Ter terechtzitting van 14 juni 2011 hebben de vertegenwoordigers van Salemink, het UWV, de regering van het Koninkrijk der Nederlanden, de Helleense Republiek en het Koninkrijk Spanje alsmede van de Commissie mondelinge opmerkingen gemaakt.

V – Argumenten van partijen

29.

Salemink stelt dat het Nederlandse recht van toepassing is, aangezien zijn situatie kan worden vergeleken met die van op een Nederlands schip varende personen, die verplicht aan de Nederlandse sociale zekerheid zijn onderworpen.

30.

Het UWV, de Spaanse, de Griekse en de Nederlandse regering alsmede de Commissie hebben zich gebogen over de vraag naar de op het continentaal plat toepasselijke regeling, en concreet over de vraag of op dit plat uitgeoefende werkzaamheden moeten worden geacht op het grondgebied van Nederland te worden verricht.

31.

Het UWV en de Nederlandse regering wijzen deze mogelijkheid af. Zij beroepen zich daarbij op de beperkte soevereine rechten die de staten over het continentaal plat uitoefenen, en verder op het feit dat het territoriale toepassingsgebied van verordening nr. 1408/71 zich slechts uitstrekt tot het grondgebied van de lidstaten. Voorts zijn beide partijen het erover eens dat de in de arresten Weber en Aldewereld ontwikkelde rechtspraak niet op het onderhavige geval van toepassing is.
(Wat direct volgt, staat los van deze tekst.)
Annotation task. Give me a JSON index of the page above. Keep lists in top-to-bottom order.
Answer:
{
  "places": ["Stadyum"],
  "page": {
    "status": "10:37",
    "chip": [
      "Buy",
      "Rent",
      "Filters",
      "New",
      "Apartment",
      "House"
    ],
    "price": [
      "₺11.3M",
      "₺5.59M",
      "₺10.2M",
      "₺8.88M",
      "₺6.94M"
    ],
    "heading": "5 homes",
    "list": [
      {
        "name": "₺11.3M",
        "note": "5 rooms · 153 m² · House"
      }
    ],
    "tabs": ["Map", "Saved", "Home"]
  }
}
Zelfs indien Salemink zijn arbeid op het grondgebied van Nederland zou hebben verricht, staat volgens de Nederlandse regering verordening nr. 1408/71, nu hierin uitsluitend wetsconflicten worden geregeld, er hoe dan ook niet aan in de weg dat de lidstaten voor verschillende situaties verschillende socialezekerheidsregelingen vaststellen, en is Nederland dus niet verplicht om op het continentaal plat dezelfde regeling toe te passen als die welke op het eigenlijke Nederlandse grondgebied geldt.

32.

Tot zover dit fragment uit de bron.